Unibet Rose Rockets semble se rapprocher chaque jour un peu plus d’une participation historique au Tour de France 2025. Si l’équipe obtient l’une des wildcards encore disponibles, elle atteindra l’objectif fixé par son fondateur Bas Tietema en moins de quatre ans d’existence. Parmi les coureurs les plus enthousiastes face à cette possible première, le champion de Slovaquie Lukas Kubis ne cache plus son impatience… mais aussi les incertitudes liées à l’arrivée de Dylan Groenewegen.
Un premier contact avec le Tour qui fait rêver
Invité à la présentation officielle du parcours, le sprinteur slovaque a vécu un moment marquant.
« C’était tellement cool ! » raconte-t-il.
« C’est seulement une fois dans ta vie que tu découvres la présentation du Tour pour la première fois. Quand nous sommes arrivés, j’étais comme un enfant. Et quand la présentation a commencé, je me suis dit : “On est si proches…” »
Le rêve reste toutefois suspendu à la décision finale des organisateurs. Mais le contexte joue en faveur de la formation française : la disparition d’Arkéa–B&B Hotels et la fusion Lotto–Intermarché ont libéré des places. Les résultats solides d’Unibet Rose Rockets pourraient faire le reste.
« Maintenant, il faut attendre. On travaille encore beaucoup, mais je suis sûr qu’on sera prêts si on reçoit cette chance. »
Groenewegen arrive : concurrence ou opportunité ?
L’intersaison a apporté un changement majeur : l’arrivée du sprinteur de classe mondiale Dylan Groenewegen, accompagné de son poisson-pilote historique Elmar Reinders. Une concurrence nouvelle pour Kubis, qui avait jusque-là régulièrement bénéficié de ses propres opportunités dans les sprints massifs.

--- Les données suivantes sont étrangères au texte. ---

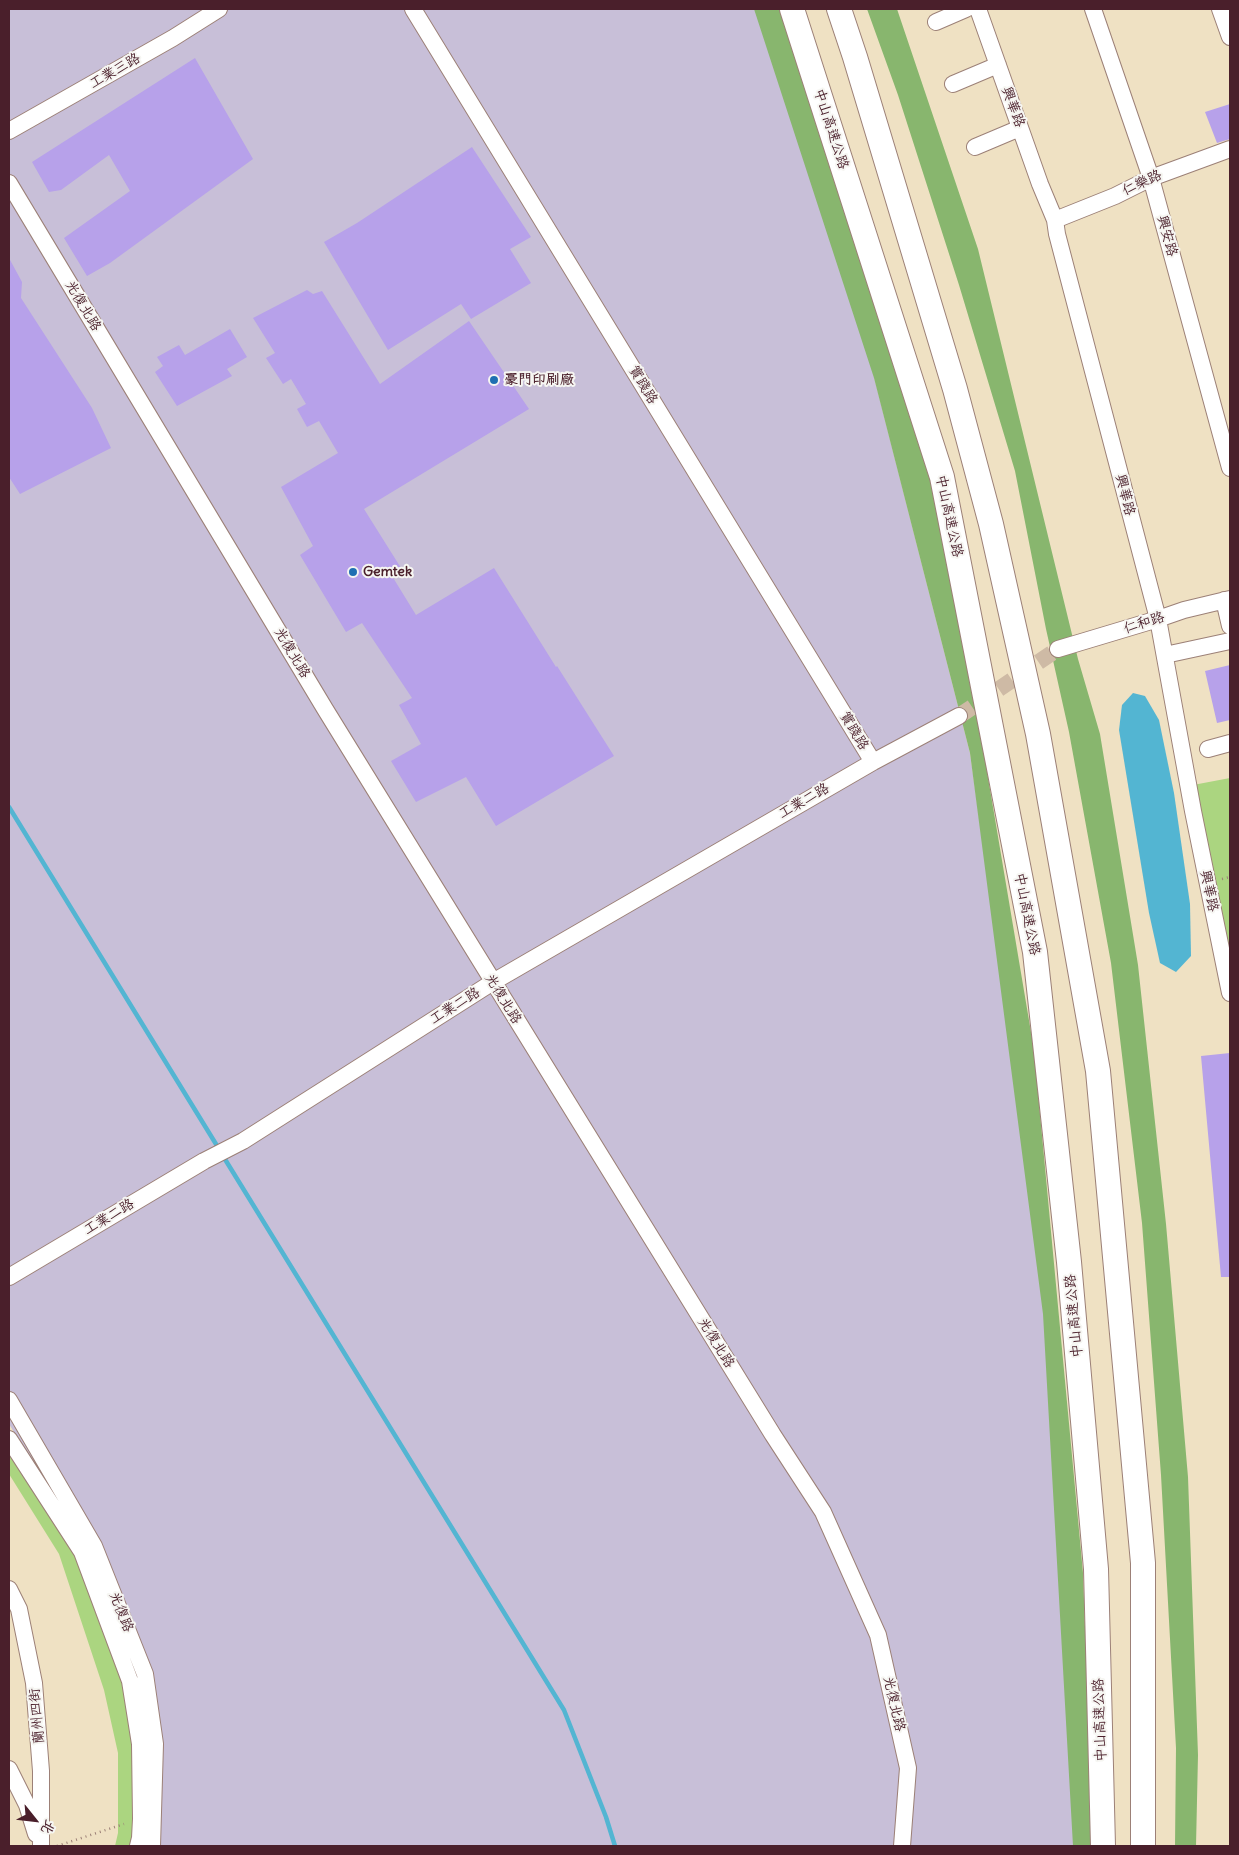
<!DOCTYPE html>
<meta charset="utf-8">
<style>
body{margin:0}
#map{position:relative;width:1239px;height:1855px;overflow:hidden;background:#efe1c3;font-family:Delius,"LXGW WenKai TC",sans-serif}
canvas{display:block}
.frame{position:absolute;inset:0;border:10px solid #4a1f2b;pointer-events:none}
.north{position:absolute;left:10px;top:1795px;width:50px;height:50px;-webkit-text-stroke:4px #f6f6f2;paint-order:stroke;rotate:119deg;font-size:14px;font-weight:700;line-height:20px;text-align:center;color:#4a1f2b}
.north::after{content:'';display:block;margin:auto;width:18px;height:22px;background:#4a1f2b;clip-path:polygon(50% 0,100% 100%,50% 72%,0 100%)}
</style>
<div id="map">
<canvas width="1239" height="1855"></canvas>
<div class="frame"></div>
<div class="north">北</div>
</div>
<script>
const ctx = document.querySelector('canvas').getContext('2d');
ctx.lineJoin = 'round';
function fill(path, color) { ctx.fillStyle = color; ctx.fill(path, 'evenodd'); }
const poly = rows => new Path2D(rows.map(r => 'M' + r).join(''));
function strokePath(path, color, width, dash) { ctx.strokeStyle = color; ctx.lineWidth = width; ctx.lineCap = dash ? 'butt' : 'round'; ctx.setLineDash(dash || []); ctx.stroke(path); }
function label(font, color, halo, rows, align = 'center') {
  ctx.font = font + ' Delius,"LXGW WenKai TC",sans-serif'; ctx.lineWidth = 4; ctx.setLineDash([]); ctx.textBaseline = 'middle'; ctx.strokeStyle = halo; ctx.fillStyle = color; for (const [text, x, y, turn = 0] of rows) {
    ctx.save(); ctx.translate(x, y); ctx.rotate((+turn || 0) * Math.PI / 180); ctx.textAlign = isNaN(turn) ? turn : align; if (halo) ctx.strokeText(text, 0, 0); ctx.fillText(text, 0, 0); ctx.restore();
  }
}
fill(poly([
 [9,9,774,9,788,40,970,753,1054,1358,1078,1846,142,1846,85,1547,9,1424]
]), '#c8bfd8');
fill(poly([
 [1230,778,1230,951,1193,785],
 [9,1444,79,1553,127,1682,138,1744,136,1846,115,1846,118,1833,118,1753,104,1690,59,1554,9,1474]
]), '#abd580');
fill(poly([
 [754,9,779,9,782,17,934,480,979,724,1034,1050,1083,1573,1093,1846,1073,1846,1043,1314,970,753,874,378],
 [867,9,897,9,978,249,1078,659,1100,734,1138,965,1166,1224,1188,1477,1198,1755,1196,1846,1175,1846,1176,1748,1161,1475,1142,1223,1111,963,1069,732,1046,629,1015,471,959,285,898,95]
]), '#88b66e');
fill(poly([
 [1133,693,1145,696,1159,720,1174,793,1190,904,1191,956,1176,972,1160,963,1149,913,1119,730,1122,705]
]), '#53b5d2');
strokePath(poly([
 [9,807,219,1149],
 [223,1156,564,1710,606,1817,615,1846]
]), '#53b5d2', 4.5);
fill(poly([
 [195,58,253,159,110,263,87,276,64,238,130,191,109,155,61,190,49,192,32,162],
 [1230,104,1230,139,1217,143,1205,112],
 [472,147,531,237,510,249,531,283,471,319,461,304,388,350,324,242,357,223],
 [9,258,22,282,21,298,92,408,111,448,20,494,9,477],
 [307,290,313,294,322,291,380,384,469,321,529,409,364,509,401,568,392,576,416,615,494,568,556,667,557,666,614,756,496,826,466,777,416,802,391,761,421,744,399,705,412,698,362,623,346,632,300,555,313,546,281,487,338,453,319,421,307,427,297,409,306,404,291,379,283,384,266,358,275,353,253,318],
 [230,329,247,357,227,369,232,376,177,406,155,372,163,366,157,357,179,345,185,355],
 [1230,665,1230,720,1217,723,1205,671],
 [1230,1053,1230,1277,1221,1277,1201,1056]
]), '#b7a1ea');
strokePath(poly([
 [959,716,1058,649]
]), '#cebaa5', 16, [16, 8]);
const minor = poly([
 [413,9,873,762],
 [978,9,1040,184,1055,220,1057,234,1158,619,1193,811,1230,993],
 [1093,9,1151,178,1230,468],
 [1220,9,1230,37],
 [936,22,966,9],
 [953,84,998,65],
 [9,131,173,38,219,9],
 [975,147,1020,128],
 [9,183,325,709,773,1435,823,1512,878,1635,908,1768,902,1846],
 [1055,220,1115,196,1151,178,1230,149],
 [1224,600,1230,626],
 [1058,649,1158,619,1184,610,1230,599],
 [1165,655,1230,641],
 [1208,749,1230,743],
 [9,1277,204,1161,243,1141,493,982,873,762,959,716],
 [9,1400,94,1546,145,1674,155,1744,152,1846],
 [9,1439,82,1552,130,1681,140,1744,141,1819,140,1838,138,1846],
 [9,1589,19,1609,34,1683,41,1771,41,1846],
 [9,1769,27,1805,36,1834]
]);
const highway = poly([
 [792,9,942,477,1035,952,1069,1262,1096,1569,1103,1846],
 [839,9,855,57,955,389,991,524,1038,734,1098,1071,1143,1563,1143,1846]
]);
strokePath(minor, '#9c8077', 18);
strokePath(highway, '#9c8077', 26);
strokePath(poly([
 [1222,879,1230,877],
 [57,1846,124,1824]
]), '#9c8077', 2.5, [1, 4]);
strokePath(minor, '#fff', 16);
strokePath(highway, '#fff', 24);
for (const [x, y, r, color] of [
 [494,380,5,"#1f6fb2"],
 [353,572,5,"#1f6fb2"]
]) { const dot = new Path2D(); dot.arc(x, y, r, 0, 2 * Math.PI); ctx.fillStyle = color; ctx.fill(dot); strokePath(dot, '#f6f6f2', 2); }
label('14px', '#4a1f2b', '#f6f6f2', [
 ["工業三路",115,71,-30],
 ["興華路",1013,107,70],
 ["中山高速公路",831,129,72],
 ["仁樂路",1142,183,-25],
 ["興安路",1167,236,75],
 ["光復北路",83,306,59],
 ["實踐路",643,385,59],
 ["興華路",1125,495,76],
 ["中山高速公路",949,516,78],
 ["仁和路",1144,623,-18],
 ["光復北路",292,653,59],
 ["實踐路",854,731,59],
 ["工業二路",804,801,-30],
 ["興華路",1209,891,78],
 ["中山高速公路",1027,914,79],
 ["光復北路",503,999,58],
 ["工業二路",455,1006,-32],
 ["工業二路",109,1217,-31],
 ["中山高速公路",1074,1316,-95],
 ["光復北路",716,1343,58],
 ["光復路",121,1612,68],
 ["光復北路",894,1704,77],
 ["蘭州四街",37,1716,-95],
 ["中山高速公路",1100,1720,-92]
]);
label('bold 14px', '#4a1f2b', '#f6f6f2', [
 ["豪門印刷廠",504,380],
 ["Gemtek",363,572]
], 'left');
</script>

Pourtant, le Slovaque de 25 ans voit ces arrivées d’un œil très positif :
« Quand j’ai appris qu’ils venaient, j’étais super content. Quand je les ai rencontrés, je leur ai dit en rigolant que je serais peut-être le gars le plus agaçant de l’équipe, parce que je vais leur poser plein de questions. »
Pour lui, c’est une opportunité immense de progresser :
« C’est comme ça que tu apprends. Ils savent comment faire, ils l’ont fait des dizaines de fois. Si je découvre un Grand Tour l’an prochain, ce seront mes trois premières semaines de course au haut niveau. C’est inimaginablement dur. »
Kubis semble promis à un rôle au sein du futur train de sprint :
« J’ai hâte du premier camp d’entraînement. On doit construire cette confiance totale quand on roule à 60 ou 70 km/h. J’ai déjà discuté avec Groenewegen et Reinders, et je sens une énergie incroyable chez eux. »
Montmartre en ligne de mire
Et si la wildcard tombe, Kubis a déjà coché une étape… et pas n’importe laquelle.
« Le dernier jour, arrivée à Montmartre. J’ai grimpé cette montée pendant les JO de Paris, je la connais très bien. L’atmosphère était folle. »
Avec humour, il se projette :
« Le maillot jaune ? Je plaisante… mais ce serait sympa de se battre avec Pogi ! »
Puis, plus sérieux :
« Si on fait le Tour, ce sera un moment dingue pour moi. Et oui, je veux gagner une étape. Si pas le Tour, alors d’autres courses. Mais je veux gagner. »
Une ambition simple, directe et rafraîchissante : qu’Unibet Rose Rockets soit ou non au départ de Florence, Lukas Kubis veut marquer les esprits.